Sheehan, et al.’s (1995) results indicate that the four-factor model is the most appropriate way of scoring the CES-D to measure depressive symptoms because it is psychometrically superior to the commonly used “total score” method. Their work further indicates that although a single “total score” provides a fairly reliable summary of global distress, it ignores the fact that respondents use the CES-D questions to describe four separate, though correlated, forms of negative experience: depressed affect, low positive affect, somatic/ vegetative symptoms, and interpersonal deficits. People may not simply report more or less intensity in their distress, but may have more or less of particular types of depressive symptoms. Moreover, and of potential clinical significance, summarizing the CES-D in terms of a total score equates people who are higher on one dimension and lower on another dimension with people who are lower on the former and higher on the latter. In addition, it is possible for CES-D total score to decrease over time while distress along one particular dimension might actually increase; for example, a person might experience less negative affect over time but also experience less positive affect as well. Simply lumping together these multiple dimensions is not the most informative index of distress and may, in fact, produce misleading results.

The work of Sheehan, et al. (1995) illustrates how measurement modeling helps us better understand the constructs that instruments measure, determines the most reliable and informative method of scoring instruments so as to maximize conceptual clarity and statistical accuracy, and thus enables us to use instruments more effectively. Given its demonstrated value, measurement modeling is an indispensable psychometric tool in the behavioral sciences.

 

References

Bryant, F.B. (1997). The comparative anatomy of related instruments: An emerging specialty. The Behavioral Measurement Letter, 4 (2), 7-9.

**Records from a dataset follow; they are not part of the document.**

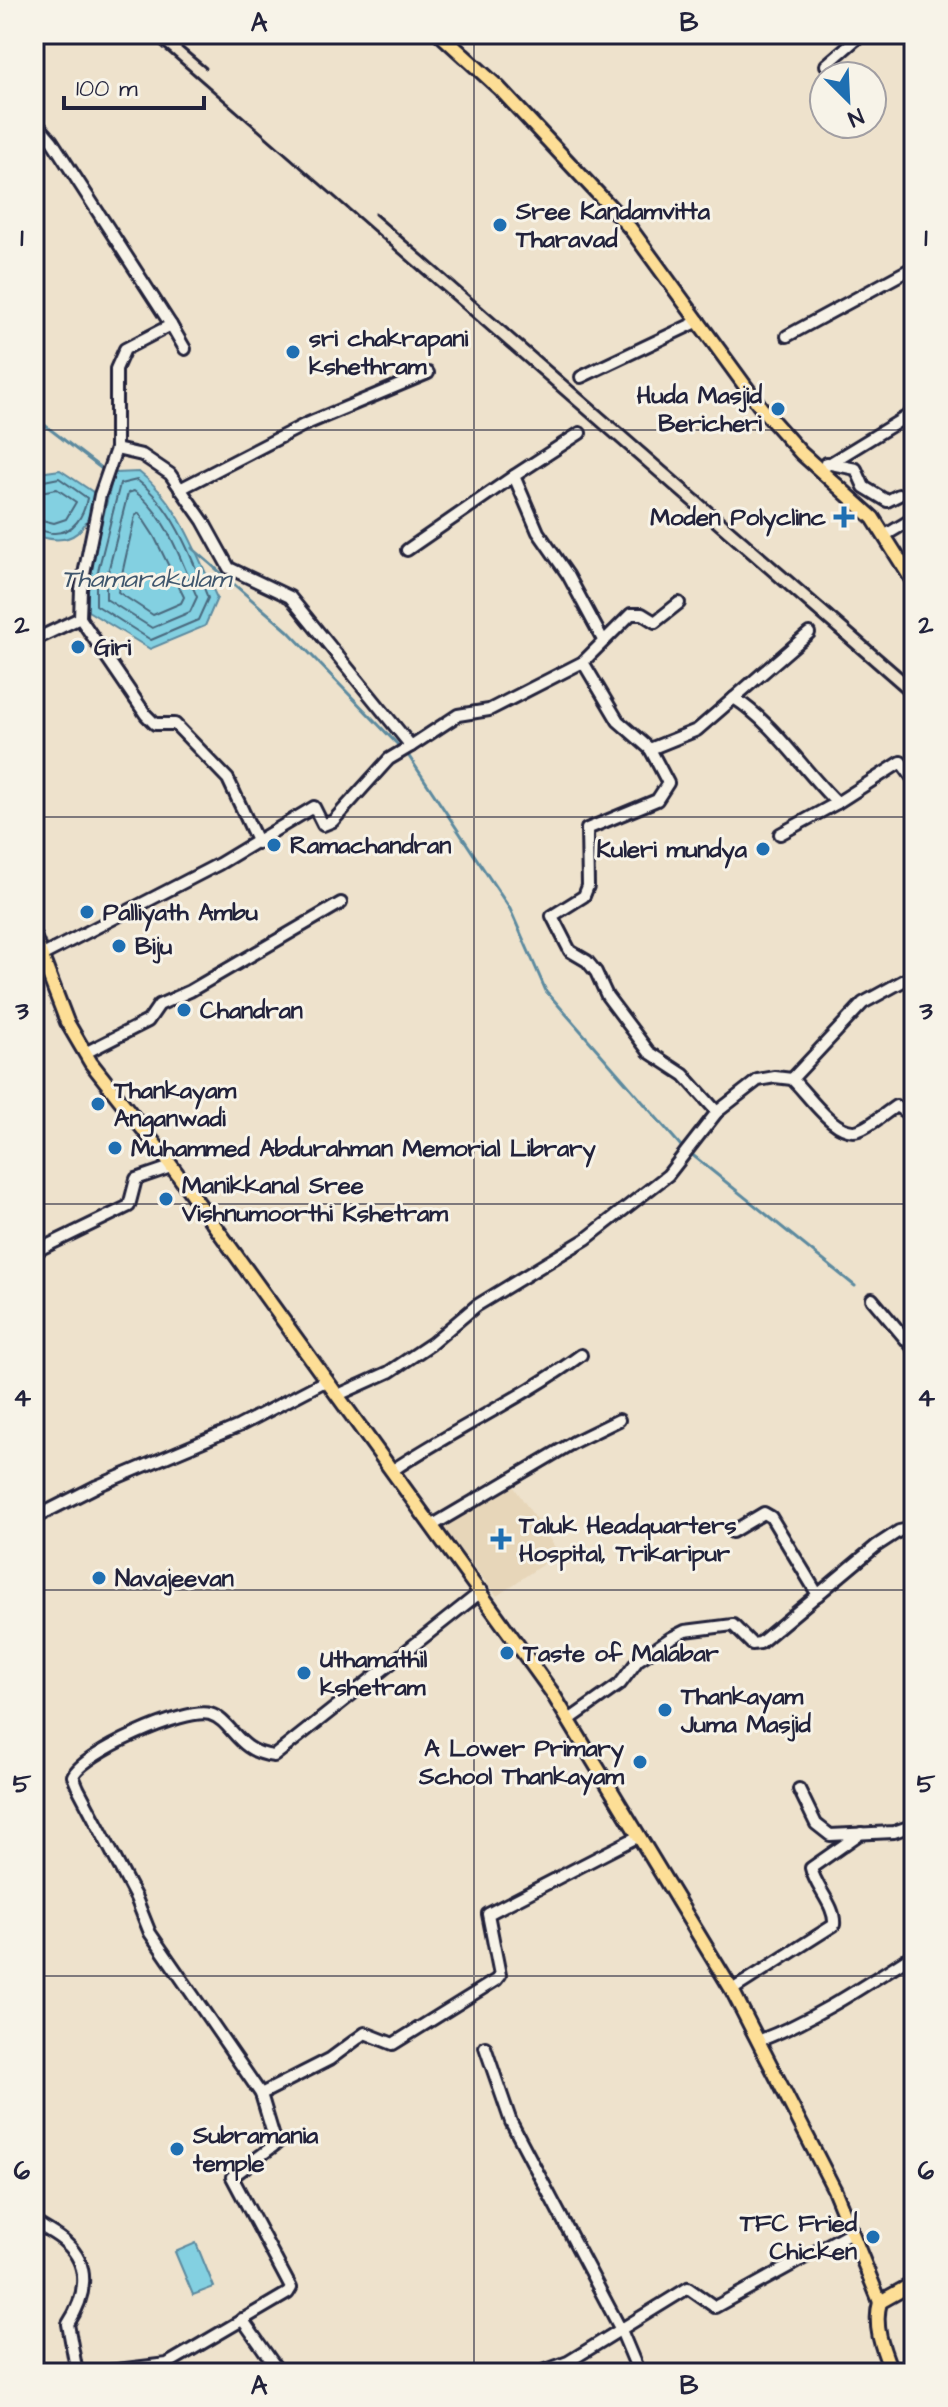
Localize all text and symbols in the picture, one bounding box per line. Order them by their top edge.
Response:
text: A [251,5,268,41]
text: B [680,5,699,41]
scale bar [64,60,204,110]
north arrow [808,60,888,140]
text: 100 m [76,72,138,106]
text: N [843,100,868,134]
place label: Sree Kandamvitta Tharavad [515,195,711,257]
marker: Sree Kandamvitta Tharavad [491,216,509,234]
text: 1 [20,220,24,256]
text: 1 [924,220,928,256]
place label: sri chakrapani kshethram [309,322,469,384]
marker: sri chakrapani kshethram [284,343,302,361]
place label: Huda Masjid Bericheri [637,379,763,441]
marker: Huda Masjid Bericheri [769,400,787,418]
place label: Moden Polyclinc [650,501,826,537]
marker: Moden Polyclinc [833,506,855,528]
water label: Thamarakulam [61,561,234,597]
text: 2 [14,607,30,643]
text: 2 [918,607,934,643]
place label: Giri [94,631,131,665]
marker: Giri [69,638,87,656]
place label: Ramachandran [290,829,451,863]
place label: Kuleri mundya [596,833,748,869]
marker: Ramachandran [265,836,283,854]
marker: Kuleri mundya [754,840,772,858]
place label: Palliyath Ambu [103,896,258,932]
marker: Palliyath Ambu [78,903,96,921]
place label: Biju [135,930,172,964]
marker: Biju [110,937,128,955]
text: 3 [14,993,29,1029]
text: 3 [918,993,933,1029]
place label: Chandran [200,994,303,1028]
marker: Chandran [175,1001,193,1019]
place label: Thankayam Anganwadi [113,1074,236,1137]
marker: Thankayam Anganwadi [89,1095,107,1113]
place label: Muhammed Abdurahman Memorial Library [131,1132,596,1168]
marker: Muhammed Abdurahman Memorial Library [106,1139,124,1157]
place label: Manikkanal Sree Vishnumoorthi Kshetram [181,1169,448,1231]
marker: Manikkanal Sree Vishnumoorthi Kshetram [157,1190,175,1208]
text: 4 [13,1380,31,1416]
text: 4 [917,1380,935,1416]
place label: Taluk Headquarters Hospital, Trikaripur [518,1509,736,1571]
marker: Taluk Headquarters Hospital, Trikaripur [490,1528,512,1550]
place label: Navajeevan [115,1562,234,1596]
marker: Navajeevan [90,1569,108,1587]
place label: Taste of Malabar [522,1637,720,1671]
place label: Uthamathil kshetram [320,1643,427,1705]
marker: Taste of Malabar [498,1644,516,1662]
marker: Uthamathil kshetram [295,1664,313,1682]
place label: Thankayam Juma Masjid [680,1680,811,1742]
marker: Thankayam Juma Masjid [656,1701,674,1719]
place label: A Lower Primary School Thankayam [418,1732,625,1796]
marker: A Lower Primary School Thankayam [631,1753,649,1771]
text: 5 [13,1766,32,1802]
text: 5 [917,1766,936,1802]
place label: Subramania temple [192,2119,319,2181]
marker: Subramania temple [168,2140,186,2158]
text: 6 [14,2153,31,2189]
text: 6 [918,2153,935,2189]
place label: TFC Fried Chicken [739,2207,858,2269]
marker: TFC Fried Chicken [864,2228,882,2246]
text: A [251,2368,268,2404]
text: B [680,2368,699,2404]

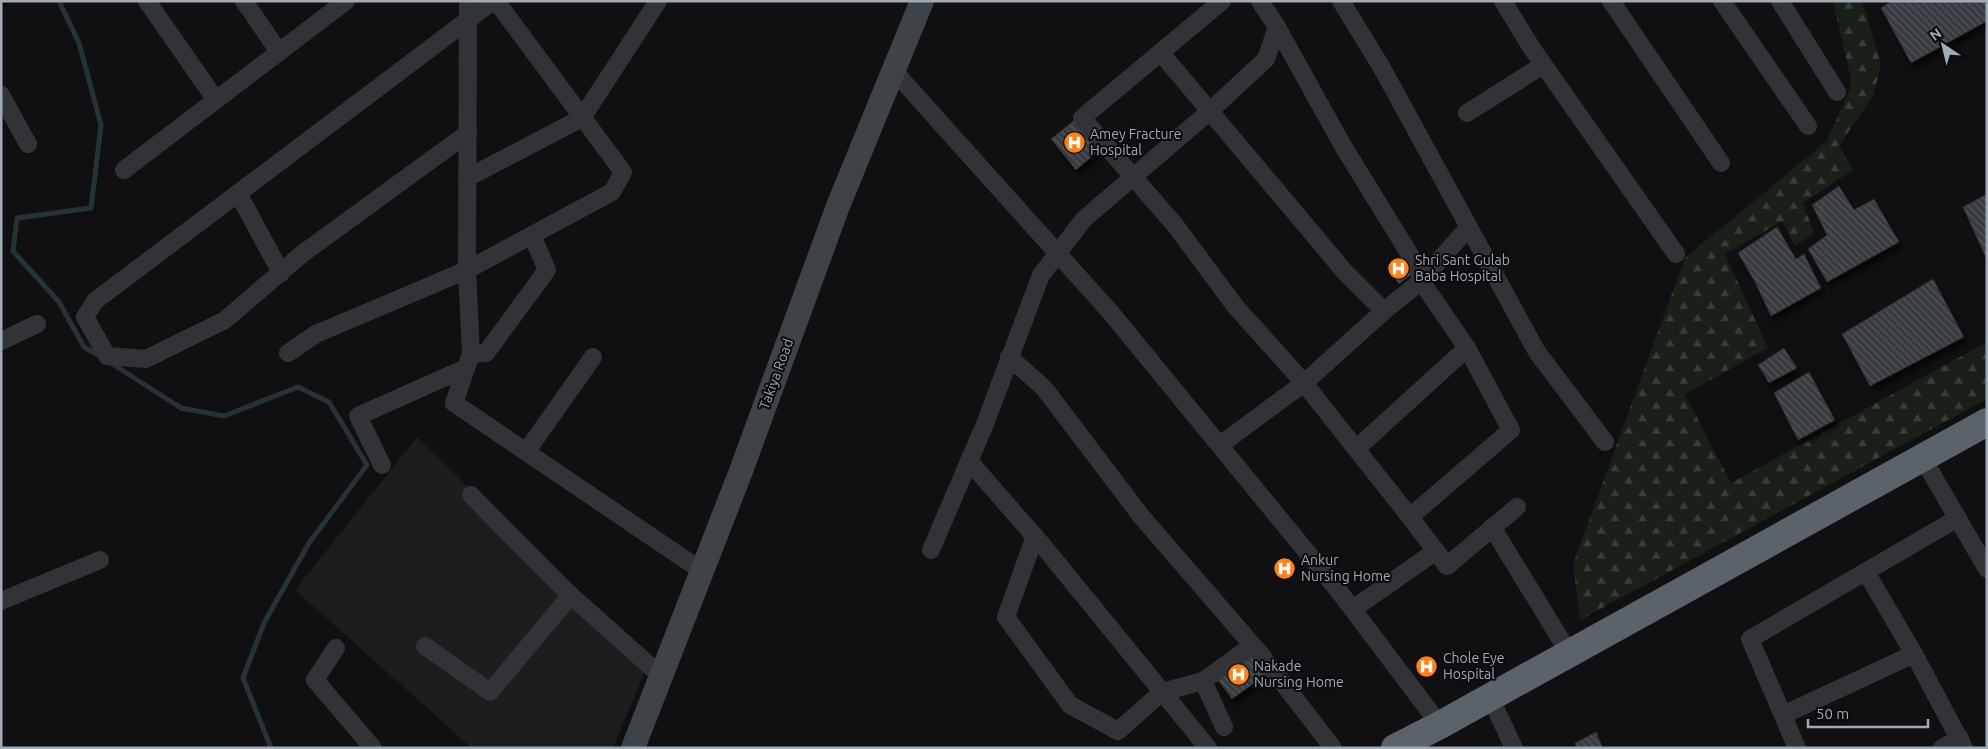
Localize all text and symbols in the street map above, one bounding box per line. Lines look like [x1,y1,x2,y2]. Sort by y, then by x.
north arrow [1918,20,1968,70]
text: N [1927,25,1944,44]
place label: Amey Fracture Hospital [1090,126,1182,158]
hospital icon: Amey Fracture Hospital [1062,130,1086,154]
place label: Shri Sant Gulab Baba Hospital [1415,252,1510,284]
hospital icon: Shri Sant Gulab Baba Hospital [1387,256,1411,280]
street label: Takiya Road [756,336,796,412]
place label: Ankur Nursing Home [1301,552,1391,584]
hospital icon: Ankur Nursing Home [1273,556,1297,580]
place label: Chole Eye Hospital [1443,650,1505,682]
hospital icon: Chole Eye Hospital [1415,654,1439,678]
place label: Nakade Nursing Home [1254,658,1344,690]
hospital icon: Nakade Nursing Home [1226,662,1250,686]
scale bar [1808,696,1928,728]
text: 50 m [1816,705,1849,722]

Bryant, F.B. (1998). Measurement Modeling: A tool for investigating the comparative anatomy of related instruments. The Behavioral Measurement Letter, 5 (2). 14-17.

National Institute of Mental Health. (1977). Center for Epidemiologic Studies Depression Scale (CES-D). Rockville, MD: Author.

Radloff, L.S. (1997), The CES-D Scale: A self-report depression scale for research in the general population. Applied Psychological Measurement, 1, 385-401.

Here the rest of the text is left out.